Before writing code, you must understand how Sentinel-2 products are organized. Traditional Level-1C (top-of-atmosphere reflectance) and Level-2A (surface reflectance) products are distributed as .SAFE directories. Inside each folder, spectral bands are stored as individual JPEG2000 (.jp2) files nested within a GRANULE directory. Each file corresponds to a specific wavelength and spatial resolution: 10 meters (visible and near-infrared), 20 meters (red-edge and shortwave infrared), or 60 meters (atmospheric bands).

Modern workflows increasingly bypass local .SAFE archives in favor of Cloud-Optimized GeoTIFFs (COGs) or Virtual Rasters (.vrt). COGs allow HTTP range requests, meaning you can read specific image tiles without downloading the entire file. Rasterio handles both legacy .jp2 archives and modern cloud-native formats seamlessly. For a comprehensive overview of data acquisition, format conversion, and preprocessing pipelines, refer to our guide on Reading and Processing Satellite Imagery.

flowchart TD
    A[".SAFE product"] --> B["GRANULE<br/>directory"]
    B --> C["IMG_DATA"]
    C --> D["R10m (.jp2)<br/>visible, NIR"]
    C --> E["R20m (.jp2)<br/>red-edge, SWIR"]
    C --> F["R60m (.jp2)<br/>atmospheric"]

Prerequisites

You will need Python 3.9 or newer and the rasterio package installed. Rasterio relies on compiled GDAL binaries, so using a package manager like conda is highly recommended to avoid dependency conflicts and ensure spatial library compatibility.

# Using conda (recommended for geospatial libraries)
conda install -c conda-forge rasterio numpy

# Or using pip (ensure your system has GDAL and PROJ installed)
pip install rasterio numpy

Ensure your Sentinel-2 files are accessible locally or via a supported cloud storage path. You will also need numpy for array manipulation.

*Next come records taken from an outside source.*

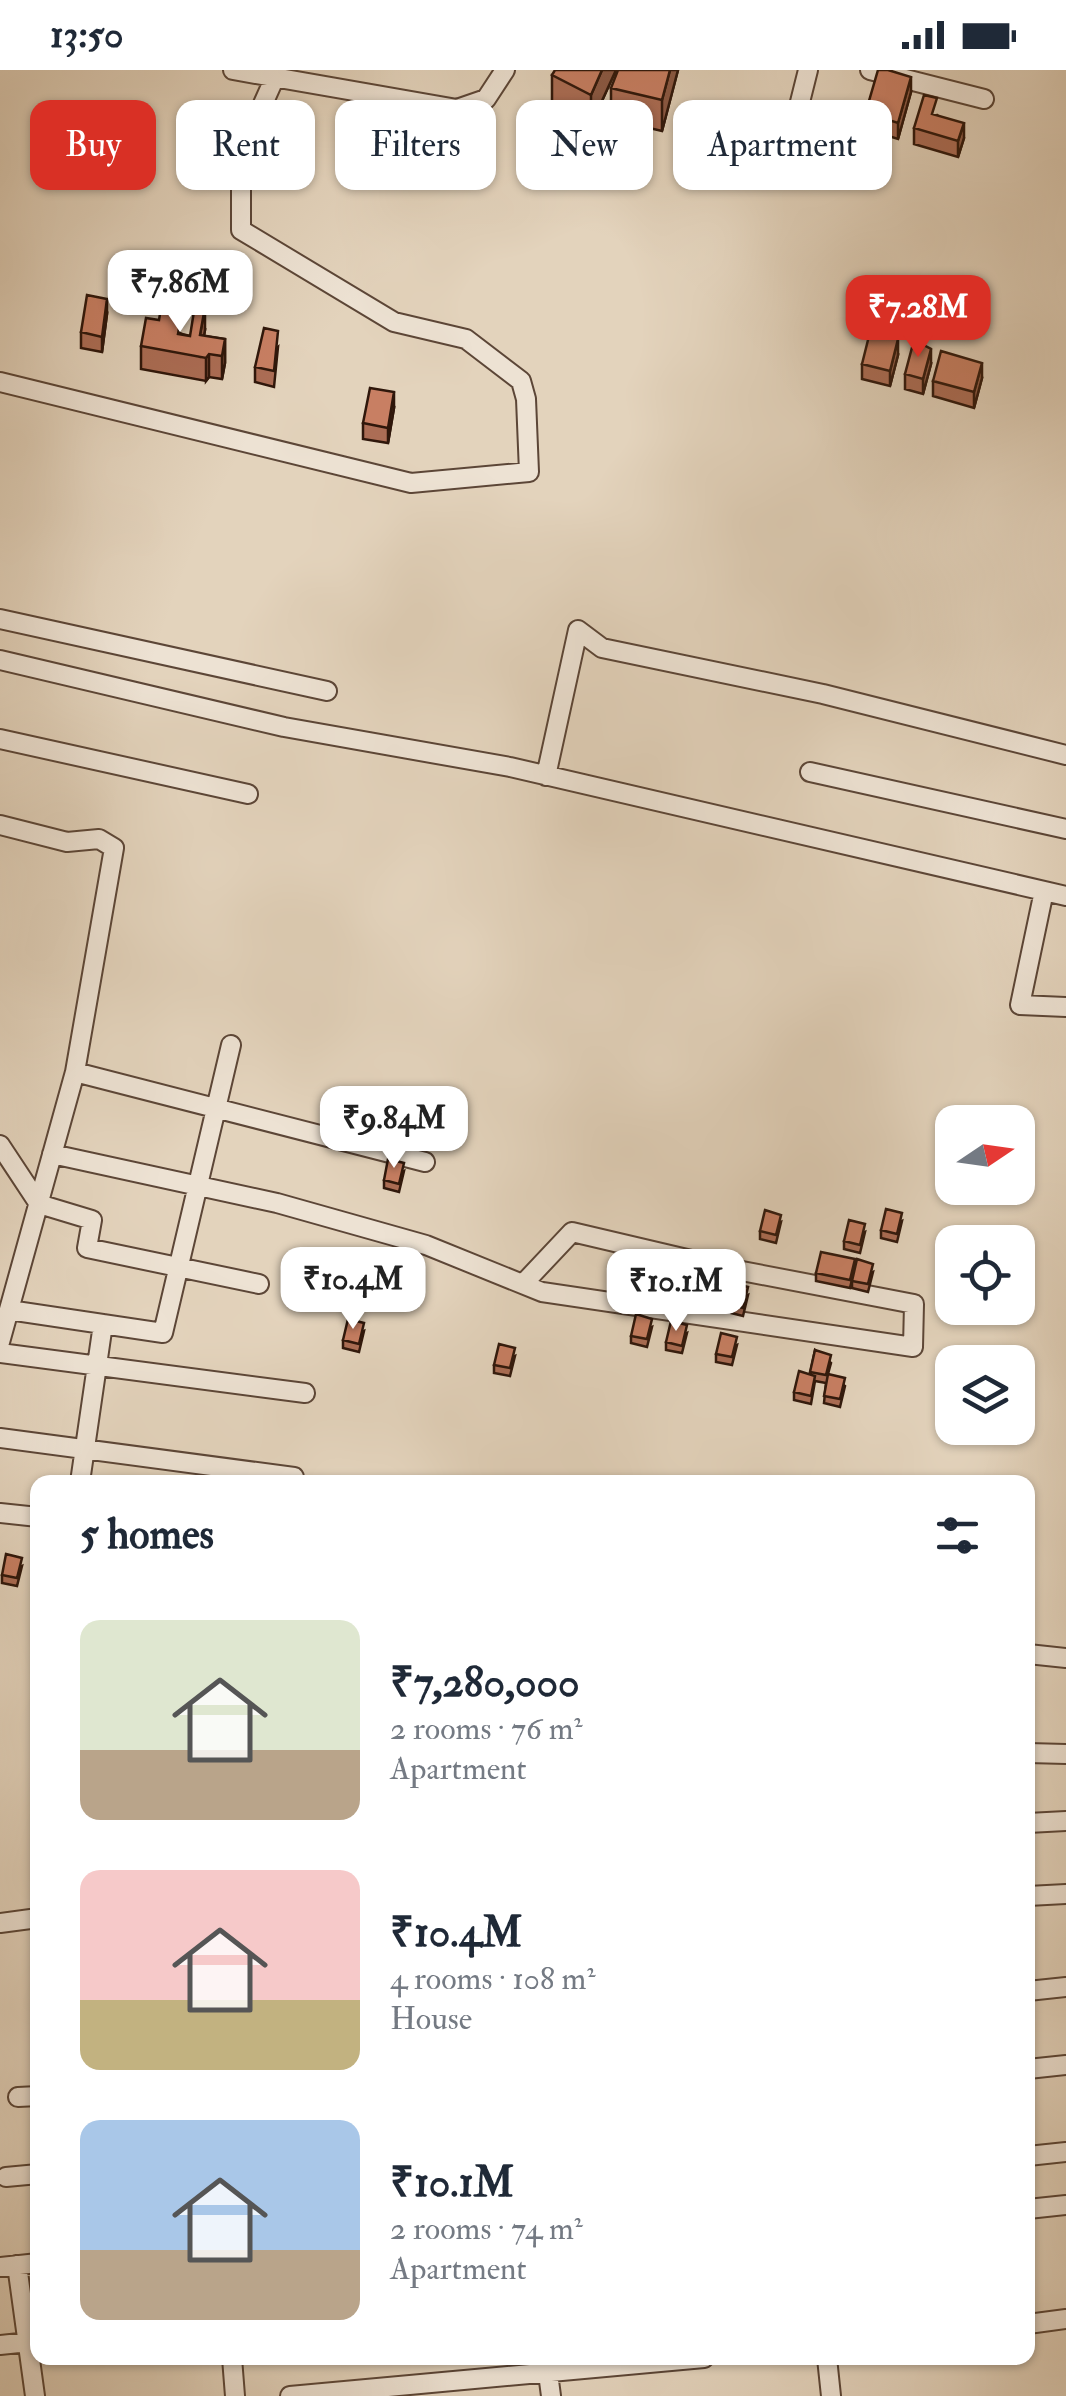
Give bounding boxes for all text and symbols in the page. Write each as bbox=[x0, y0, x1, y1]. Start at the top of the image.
text: 13:50 bbox=[50, 11, 123, 59]
chip: Buy bbox=[30, 100, 156, 190]
chip: Rent bbox=[176, 100, 315, 190]
chip: Filters bbox=[335, 100, 496, 190]
chip: New bbox=[516, 100, 653, 190]
chip: Apartment bbox=[673, 100, 892, 190]
pin: ₹7.86M bbox=[99, 250, 261, 335]
text: ₹7.86M bbox=[130, 262, 230, 302]
pin: ₹7.28M bbox=[837, 275, 999, 360]
text: ₹7.28M bbox=[868, 287, 968, 327]
pin: ₹9.84M bbox=[313, 1086, 475, 1171]
text: ₹9.84M bbox=[342, 1098, 446, 1138]
north arrow bbox=[935, 1105, 1035, 1205]
map controls bbox=[935, 1105, 1035, 1445]
button: locate bbox=[935, 1225, 1035, 1325]
pin: ₹10.4M bbox=[272, 1247, 434, 1332]
pin: ₹10.1M bbox=[595, 1249, 757, 1334]
text: ₹10.4M bbox=[303, 1259, 403, 1299]
text: ₹10.1M bbox=[629, 1261, 723, 1301]
button: layers bbox=[935, 1345, 1035, 1445]
icon: filters bbox=[930, 1508, 985, 1563]
text: 5 homes bbox=[80, 1509, 214, 1561]
text: ₹7,280,000 bbox=[390, 1657, 580, 1709]
icon: home bbox=[160, 1660, 280, 1780]
text: 2 rooms · 76 m² bbox=[390, 1709, 583, 1749]
text: Apartment bbox=[390, 1749, 527, 1789]
text: ₹10.4M bbox=[390, 1907, 522, 1959]
icon: home bbox=[160, 1910, 280, 2030]
text: 4 rooms · 108 m² bbox=[390, 1959, 595, 1999]
text: House bbox=[390, 1999, 472, 2039]
text: ₹10.1M bbox=[390, 2157, 514, 2209]
icon: home bbox=[160, 2160, 280, 2280]
text: 2 rooms · 74 m² bbox=[390, 2209, 583, 2249]
text: Apartment bbox=[390, 2249, 527, 2289]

Step 1: Reading a Single Spectral Band

We begin by opening a single band, extracting its spatial metadata, and reading pixel values into a NumPy array. Spatial concepts like the Coordinate Reference System (CRS), affine geotransform, and nodata values must be captured before any mathematical operations.

import rasterio
import numpy as np

# Path to a single Sentinel-2 band (e.g., Band 4 - Red, 20m resolution)
band_path = "S2A_MSIL2A_20230615T100031_N0509_R122_T33TVE_20230615T143045.SAFE/GRANULE/L2A_T33TVE_20230615T100031/IMG_DATA/R20m/T33TVE_20230615T100031_B04_20m.jp2"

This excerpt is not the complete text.